◆ Exercise aim
Look below for the line that has "display:flex; align-items:center; gap:20px;". Set down the lines from there through the line that has "position:absolute; left:20px; top:20px;", exactly as written.

◆ Data section
·····

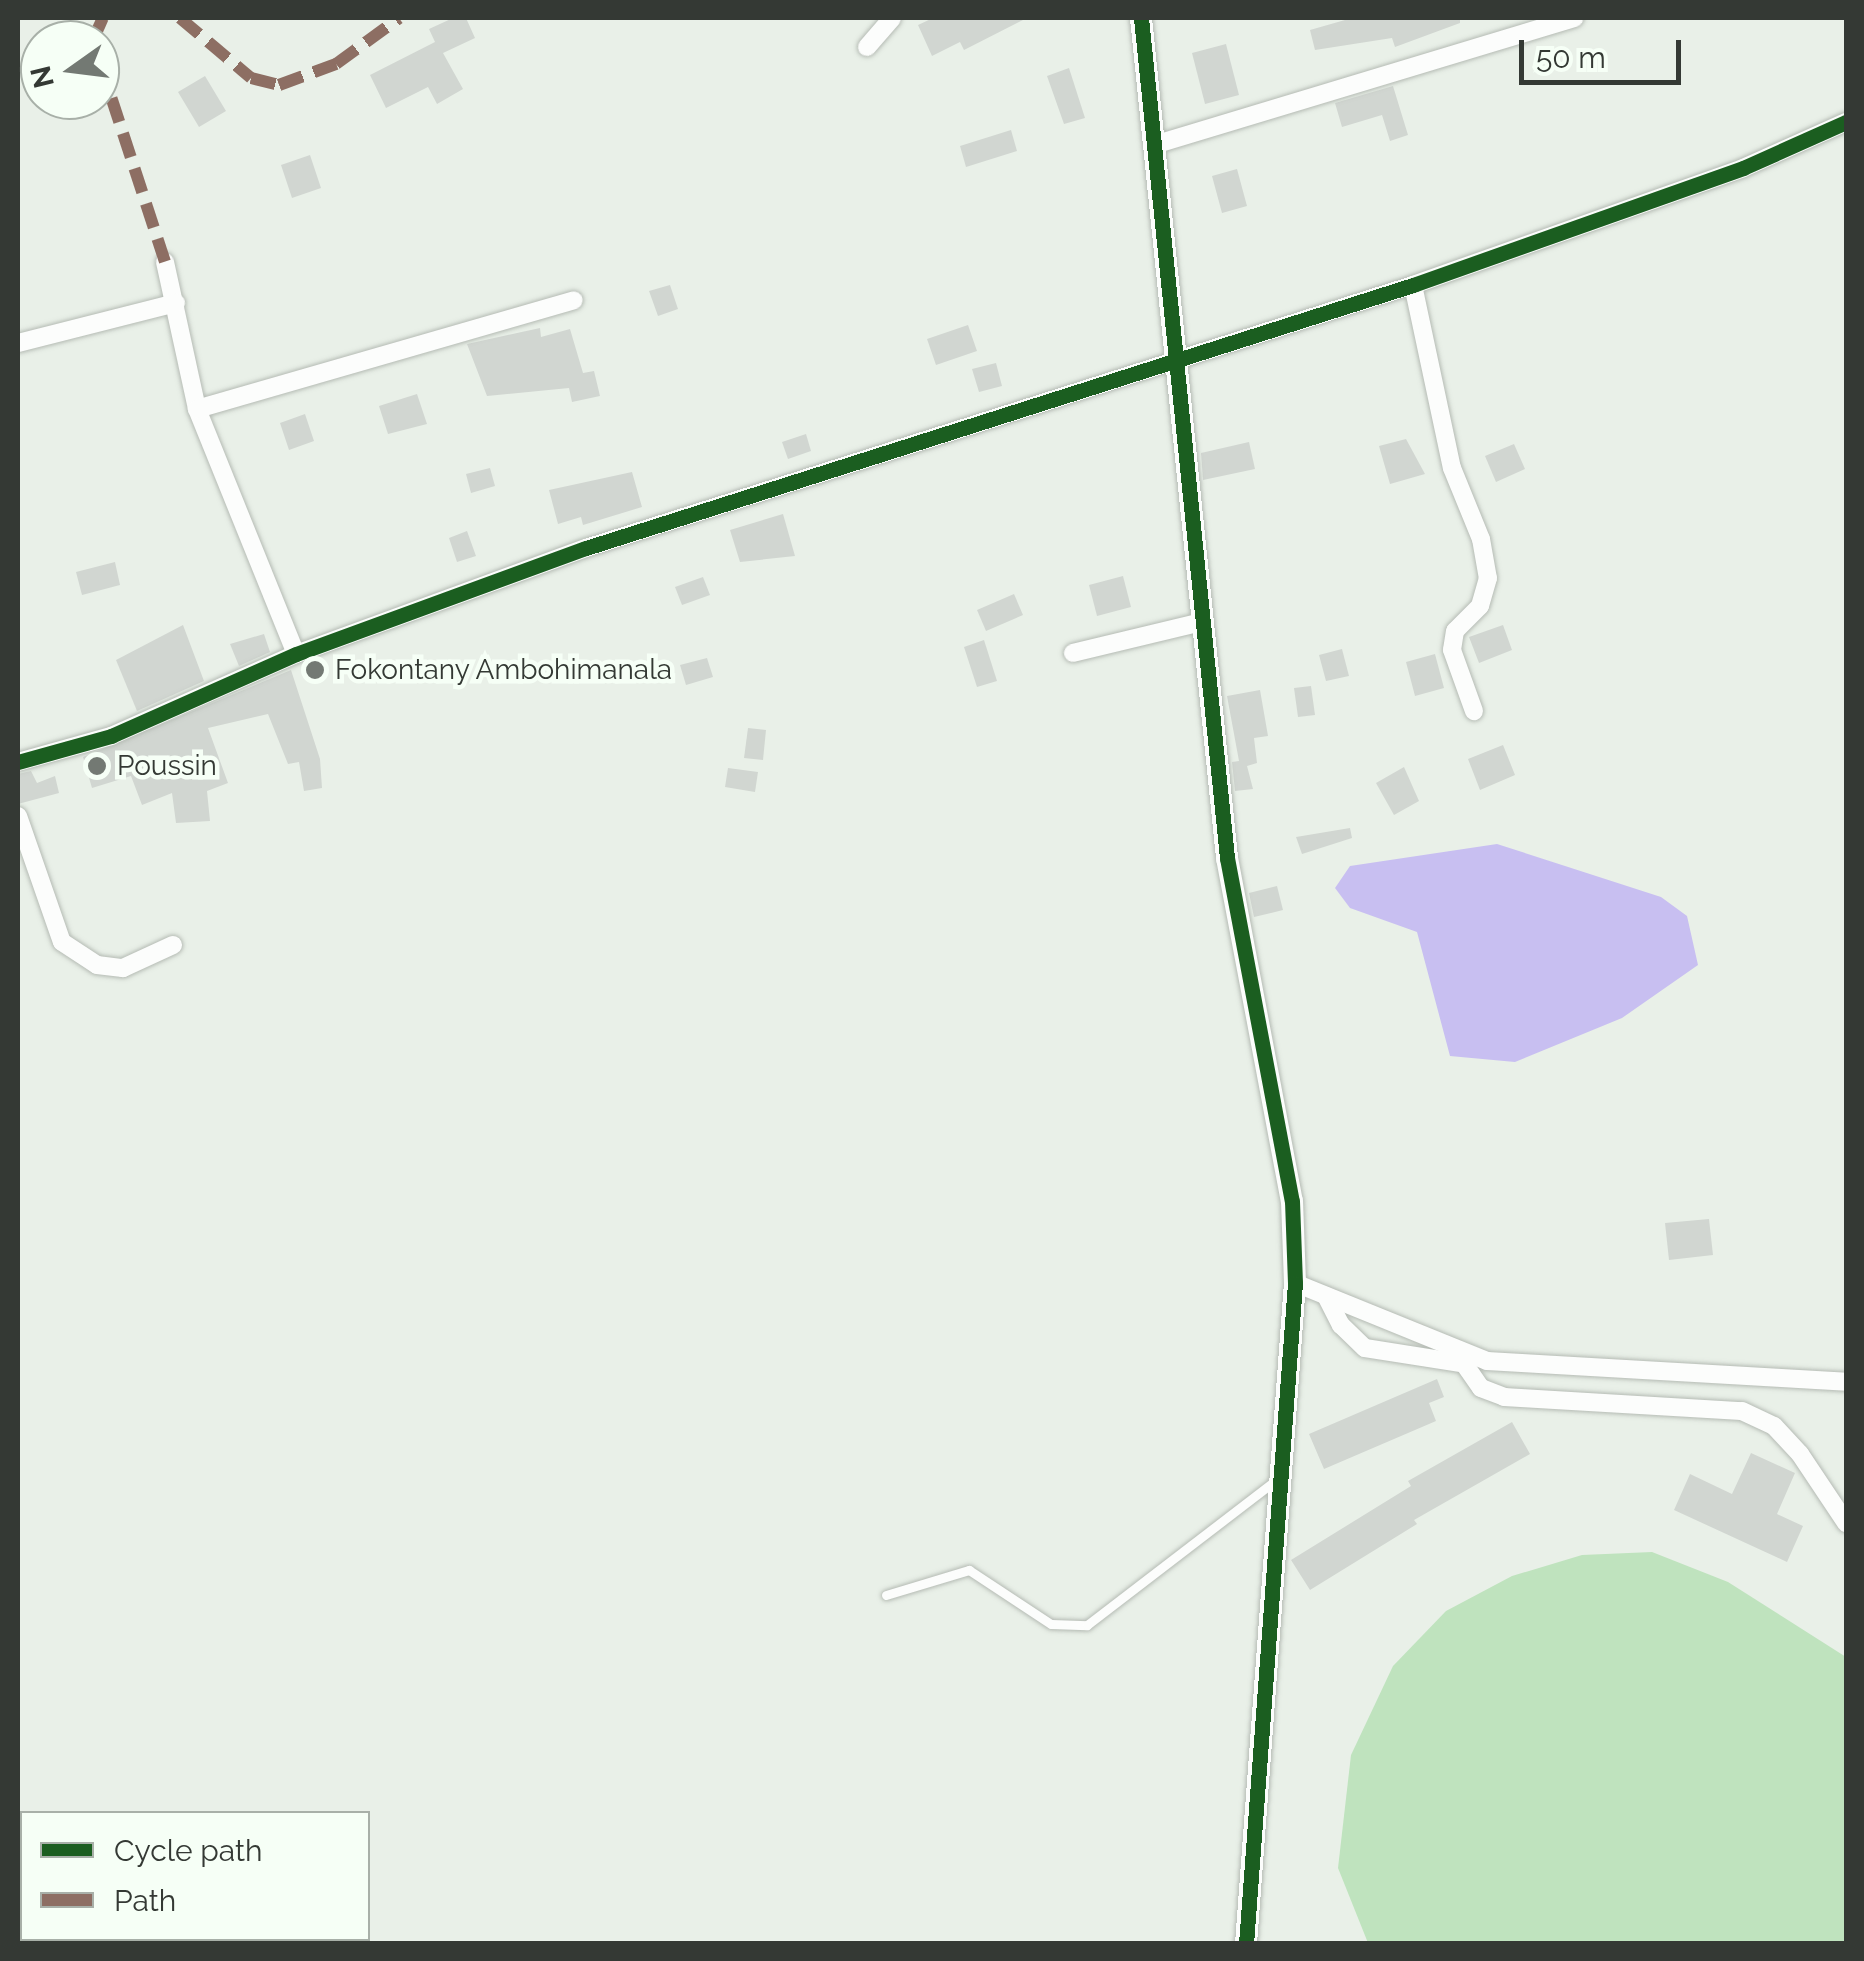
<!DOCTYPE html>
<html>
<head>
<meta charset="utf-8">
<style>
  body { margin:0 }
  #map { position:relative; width:1864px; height:1961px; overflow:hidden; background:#e9f0e8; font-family:Raleway,sans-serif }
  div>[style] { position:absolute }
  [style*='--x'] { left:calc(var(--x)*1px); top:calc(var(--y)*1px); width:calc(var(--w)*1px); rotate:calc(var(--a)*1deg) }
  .green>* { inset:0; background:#bfe3be }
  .water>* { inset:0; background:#c8bff1 }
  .building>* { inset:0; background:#d1d6d1 }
  .roads { filter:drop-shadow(0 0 2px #b5bbb4) drop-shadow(0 0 2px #b5bbb4) }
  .service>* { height:9px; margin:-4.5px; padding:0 4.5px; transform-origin:4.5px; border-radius:4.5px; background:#fcfdfc }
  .minor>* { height:18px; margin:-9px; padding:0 9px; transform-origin:9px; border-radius:9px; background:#fcfdfc }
  .tertiary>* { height:22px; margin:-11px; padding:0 11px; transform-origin:11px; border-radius:11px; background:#fcfdfc }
  .quiet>* { height:12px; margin-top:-6px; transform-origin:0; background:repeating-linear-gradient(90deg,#8d6e63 0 25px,transparent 0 37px) }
  .cycleway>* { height:15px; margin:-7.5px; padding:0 7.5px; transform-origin:7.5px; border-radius:7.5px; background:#1b5e20 }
  .dots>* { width:28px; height:28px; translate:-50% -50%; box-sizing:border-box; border:5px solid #f6fff6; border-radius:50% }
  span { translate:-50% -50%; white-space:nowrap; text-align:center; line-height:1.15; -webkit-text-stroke:9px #f6fff6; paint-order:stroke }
  .poi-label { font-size:28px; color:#343934 }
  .left { translate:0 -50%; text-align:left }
  .frame { position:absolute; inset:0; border:20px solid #343934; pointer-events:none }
  .legend { position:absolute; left:20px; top:1811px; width:350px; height:130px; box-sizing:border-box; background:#f6fff6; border:2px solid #a8b0a8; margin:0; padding:12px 18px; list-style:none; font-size:30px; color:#343934 }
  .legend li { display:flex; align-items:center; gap:20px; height:50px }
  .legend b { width:50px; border:2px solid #a8b0a8 }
  .north { position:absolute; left:20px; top:20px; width:100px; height:100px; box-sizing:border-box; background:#f6fff6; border:2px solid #a8b0a8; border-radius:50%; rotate:256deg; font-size:28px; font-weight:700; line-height:40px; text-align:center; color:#343934 }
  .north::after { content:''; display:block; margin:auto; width:35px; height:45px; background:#737973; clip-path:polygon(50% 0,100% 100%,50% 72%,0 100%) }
  .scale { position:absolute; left:1519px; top:40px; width:162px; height:45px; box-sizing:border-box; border:5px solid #343934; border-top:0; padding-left:12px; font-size:30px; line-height:35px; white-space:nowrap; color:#343934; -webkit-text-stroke:8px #f6fff6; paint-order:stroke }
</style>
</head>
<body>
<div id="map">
  <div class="green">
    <div style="clip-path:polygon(1652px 1552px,1728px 1582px,1846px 1657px,1846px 1943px,1368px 1943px,1338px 1868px,1351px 1755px,1393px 1666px,1446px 1611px,1512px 1576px,1582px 1555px)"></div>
  </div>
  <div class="water">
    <div style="clip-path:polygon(1497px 844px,1661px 897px,1687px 916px,1698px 965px,1622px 1018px,1515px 1062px,1450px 1056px,1417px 932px,1350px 908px,1335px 888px,1350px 866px)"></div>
  </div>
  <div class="building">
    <div style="clip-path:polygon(453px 18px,466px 18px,475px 38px,443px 53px,463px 89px,437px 104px,428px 87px,386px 108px,370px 75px,435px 42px,429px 29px)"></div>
    <div style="clip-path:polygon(933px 18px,1027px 18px,964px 50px,960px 42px,932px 56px,918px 25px)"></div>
    <div style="clip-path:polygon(1352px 18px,1460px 18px,1460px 23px,1395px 47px,1392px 38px,1315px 50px,1310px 30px)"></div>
    <div style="clip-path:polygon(1226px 44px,1239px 95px,1205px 104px,1192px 53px)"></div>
    <div style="clip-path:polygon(1069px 68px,1085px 118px,1064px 124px,1047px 76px)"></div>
    <div style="clip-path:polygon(205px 76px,226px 111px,199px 127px,178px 92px)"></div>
    <div style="clip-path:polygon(1393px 86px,1408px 135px,1390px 141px,1382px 115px,1342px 127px,1335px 103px)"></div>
    <div style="clip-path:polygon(1011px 130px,1017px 151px,966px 167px,960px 146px)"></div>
    <div style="clip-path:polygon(310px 155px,321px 188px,292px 198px,281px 165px)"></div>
    <div style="clip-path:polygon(1237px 169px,1247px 206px,1222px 213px,1212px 176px)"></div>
    <div style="clip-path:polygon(670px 285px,678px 309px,658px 316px,649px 291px)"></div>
    <div style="clip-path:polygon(968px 325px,977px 351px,936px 365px,927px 339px)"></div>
    <div style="clip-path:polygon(540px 328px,541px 337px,570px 329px,583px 373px,594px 371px,600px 396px,572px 402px,569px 388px,487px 396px,467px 344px)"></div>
    <div style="clip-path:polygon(996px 363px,1002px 386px,979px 392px,972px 369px)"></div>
    <div style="clip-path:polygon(417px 394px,427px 424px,388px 434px,379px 406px)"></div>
    <div style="clip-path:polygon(305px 414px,314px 441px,289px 450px,280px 423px)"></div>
    <div style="clip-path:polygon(806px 434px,811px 451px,788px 459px,782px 442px)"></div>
    <div style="clip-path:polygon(1406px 439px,1425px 474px,1390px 484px,1379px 446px)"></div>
    <div style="clip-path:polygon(1249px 442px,1255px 469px,1203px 480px,1201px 453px)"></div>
    <div style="clip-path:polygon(1514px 444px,1525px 469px,1496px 482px,1485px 456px)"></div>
    <div style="clip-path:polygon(490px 468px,495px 486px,471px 493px,466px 474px)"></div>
    <div style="clip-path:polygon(632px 472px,642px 507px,583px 525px,581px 517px,558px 524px,549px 490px)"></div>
    <div style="clip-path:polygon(783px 514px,795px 556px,740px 562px,730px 530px)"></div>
    <div style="clip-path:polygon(467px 531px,476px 556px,457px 562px,449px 538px)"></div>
    <div style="clip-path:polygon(115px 562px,120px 585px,82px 595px,76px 572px)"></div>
    <div style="clip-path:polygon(1123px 576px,1131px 607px,1097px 616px,1089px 585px)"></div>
    <div style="clip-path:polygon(703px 577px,710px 595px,682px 605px,675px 587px)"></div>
    <div style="clip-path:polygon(1014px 594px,1023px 615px,986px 631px,977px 610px)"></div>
    <div style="clip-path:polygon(183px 625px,204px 681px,137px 711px,116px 660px)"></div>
    <div style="clip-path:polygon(1503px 625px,1512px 650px,1479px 663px,1469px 637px)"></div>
    <div style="clip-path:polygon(264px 634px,270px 652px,239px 666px,230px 644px)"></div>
    <div style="clip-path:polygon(984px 640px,997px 681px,977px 687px,964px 647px)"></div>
    <div style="clip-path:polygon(1342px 649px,1349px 676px,1326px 681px,1319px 655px)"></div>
    <div style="clip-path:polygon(1435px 654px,1444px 688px,1415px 696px,1406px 662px)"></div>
    <div style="clip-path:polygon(707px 658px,713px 677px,686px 685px,680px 665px)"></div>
    <div style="clip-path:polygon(291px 670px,320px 759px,322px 788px,304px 791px,299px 762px,288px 764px,268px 714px,208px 728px,228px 783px,207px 791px,210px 821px,176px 823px,172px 793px,142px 805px,131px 776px,92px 788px,83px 757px)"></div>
    <div style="clip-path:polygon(1311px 686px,1315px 715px,1298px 717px,1294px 688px)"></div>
    <div style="clip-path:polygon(1260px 690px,1268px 736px,1254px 738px,1257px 763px,1247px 766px,1253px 789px,1235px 791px,1232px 762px,1239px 761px,1227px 696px)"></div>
    <div style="clip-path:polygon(748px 728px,766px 730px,763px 760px,744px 758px)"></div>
    <div style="clip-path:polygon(1503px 745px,1515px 775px,1480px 790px,1468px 759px)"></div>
    <div style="clip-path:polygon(1404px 767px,1419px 801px,1394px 815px,1376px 783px)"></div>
    <div style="clip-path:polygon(728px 768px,758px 772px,755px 792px,725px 787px)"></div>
    <div style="clip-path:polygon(31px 771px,37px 783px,55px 776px,59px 793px,18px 804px,18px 774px)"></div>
    <div style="clip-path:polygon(1350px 828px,1352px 838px,1302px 854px,1296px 837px)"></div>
    <div style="clip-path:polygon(1277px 886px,1283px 910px,1254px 917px,1249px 893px)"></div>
    <div style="clip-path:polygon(1709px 1219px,1713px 1255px,1669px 1260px,1665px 1223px)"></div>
    <div style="clip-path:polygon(1437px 1379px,1444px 1397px,1429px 1403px,1436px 1421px,1324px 1469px,1309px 1434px)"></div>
    <div style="clip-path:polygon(1512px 1422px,1530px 1454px,1414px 1520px,1417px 1524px,1310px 1590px,1291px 1560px,1411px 1486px,1408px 1481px)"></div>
    <div style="clip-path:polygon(1751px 1453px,1795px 1473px,1777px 1514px,1803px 1526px,1787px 1562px,1674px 1510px,1690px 1474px,1732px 1494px)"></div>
  </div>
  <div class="roads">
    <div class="service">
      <div style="--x:886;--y:1595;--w:87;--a:-16.8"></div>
      <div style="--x:969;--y:1570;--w:98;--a:33.4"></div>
      <div style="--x:1051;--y:1624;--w:36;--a:2"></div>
      <div style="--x:1087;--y:1625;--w:237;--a:-37.5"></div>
    </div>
    <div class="minor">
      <div style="--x:867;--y:47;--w:38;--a:-49"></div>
      <div style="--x:1157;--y:144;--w:436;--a:-16.8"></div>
      <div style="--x:165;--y:262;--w:150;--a:77.7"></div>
      <div style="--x:197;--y:409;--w:264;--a:68"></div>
      <div style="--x:1413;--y:285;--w:187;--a:78"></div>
      <div style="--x:1452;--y:468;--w:77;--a:67.8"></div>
      <div style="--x:1481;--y:539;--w:40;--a:80"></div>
      <div style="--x:1488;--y:578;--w:29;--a:106"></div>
      <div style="--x:1480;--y:606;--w:35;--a:135"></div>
      <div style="--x:1455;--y:631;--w:19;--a:99"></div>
      <div style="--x:1452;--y:650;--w:65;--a:70.2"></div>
      <div style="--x:18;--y:343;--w:163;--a:-14.2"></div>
      <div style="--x:197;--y:409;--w:392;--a:-16.1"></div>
      <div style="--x:1073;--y:653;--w:133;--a:-13.5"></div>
      <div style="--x:18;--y:762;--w:97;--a:-15.6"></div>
      <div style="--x:111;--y:736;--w:202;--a:-23.9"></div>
      <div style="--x:296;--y:654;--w:309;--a:-20.1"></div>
      <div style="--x:586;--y:548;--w:868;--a:-17.64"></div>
      <div style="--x:1413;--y:285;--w:350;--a:-19.5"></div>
      <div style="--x:1743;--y:168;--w:113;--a:-24.1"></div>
      <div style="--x:18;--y:816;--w:133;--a:70.8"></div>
      <div style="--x:62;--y:942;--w:42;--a:33.3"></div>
      <div style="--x:97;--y:965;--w:26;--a:7"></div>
      <div style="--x:123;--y:968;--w:55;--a:-24.7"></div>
      <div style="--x:1295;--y:1283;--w:207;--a:22.1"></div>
      <div style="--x:1487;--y:1361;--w:360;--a:3.3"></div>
      <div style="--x:1326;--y:1296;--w:33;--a:63"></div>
      <div style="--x:1341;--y:1325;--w:33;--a:44"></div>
      <div style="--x:1365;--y:1348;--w:102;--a:9"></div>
      <div style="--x:1458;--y:1355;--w:40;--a:55.1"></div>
      <div style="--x:1481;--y:1388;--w:25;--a:21"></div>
      <div style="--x:1504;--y:1397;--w:238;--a:3.4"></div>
      <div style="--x:1742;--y:1411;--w:35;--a:25"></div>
      <div style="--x:1774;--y:1426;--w:38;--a:47"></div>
      <div style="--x:1800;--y:1454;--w:83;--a:56.3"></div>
    </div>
    <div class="tertiary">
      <div style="--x:1141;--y:18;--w:844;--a:84.15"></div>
      <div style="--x:1227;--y:858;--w:349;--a:79.3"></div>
      <div style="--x:1292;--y:1201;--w:82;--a:87.9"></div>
      <div style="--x:1295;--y:1283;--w:663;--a:94.24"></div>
    </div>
  </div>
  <div class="quiet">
    <div style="--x:180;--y:18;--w:93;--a:40.2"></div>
    <div style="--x:251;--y:78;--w:29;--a:14"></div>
    <div style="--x:279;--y:85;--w:61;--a:-20.2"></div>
    <div style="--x:336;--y:64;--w:78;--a:-36.1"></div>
    <div style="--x:93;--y:40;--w:24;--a:-66"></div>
    <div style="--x:100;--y:63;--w:209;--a:71.9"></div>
  </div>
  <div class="cycleway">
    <div style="--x:1141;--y:18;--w:844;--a:84.15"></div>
    <div style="--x:1227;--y:858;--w:349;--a:79.3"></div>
    <div style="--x:1292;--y:1201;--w:82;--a:87.9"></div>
    <div style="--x:1295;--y:1283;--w:663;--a:94.24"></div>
    <div style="--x:18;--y:762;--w:97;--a:-15.6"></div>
    <div style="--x:111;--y:736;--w:202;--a:-23.9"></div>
    <div style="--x:296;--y:654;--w:309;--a:-20.1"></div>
    <div style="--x:586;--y:548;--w:868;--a:-17.64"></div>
    <div style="--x:1413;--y:285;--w:350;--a:-19.5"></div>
    <div style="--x:1743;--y:168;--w:113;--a:-24.1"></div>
  </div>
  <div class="dots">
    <div style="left:315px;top:670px;background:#737973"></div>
    <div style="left:97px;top:766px;background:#737973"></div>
  </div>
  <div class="poi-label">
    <span class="left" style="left:335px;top:670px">Fokontany Ambohimanala</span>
    <span class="left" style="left:117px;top:766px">Poussin</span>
  </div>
  <div class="frame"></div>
  <ul class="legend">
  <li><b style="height:12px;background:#1b5e20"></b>Cycle path</li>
  <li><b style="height:12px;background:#8d6e63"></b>Path</li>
  </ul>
  <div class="north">N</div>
  <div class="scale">50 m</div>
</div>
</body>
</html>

·····

◆ Answer area
  .legend li { display:flex; align-items:center; gap:20px; height:50px }
  .legend b { width:50px; border:2px solid #a8b0a8 }
  .north { position:absolute; left:20px; top:20px; width:100px; height:100px; box-sizing:border-box; background:#f6fff6; border:2px solid #a8b0a8; border-radius:50%; rotate:256deg; font-size:28px; font-weight:700; line-height:40px; text-align:center; color:#343934 }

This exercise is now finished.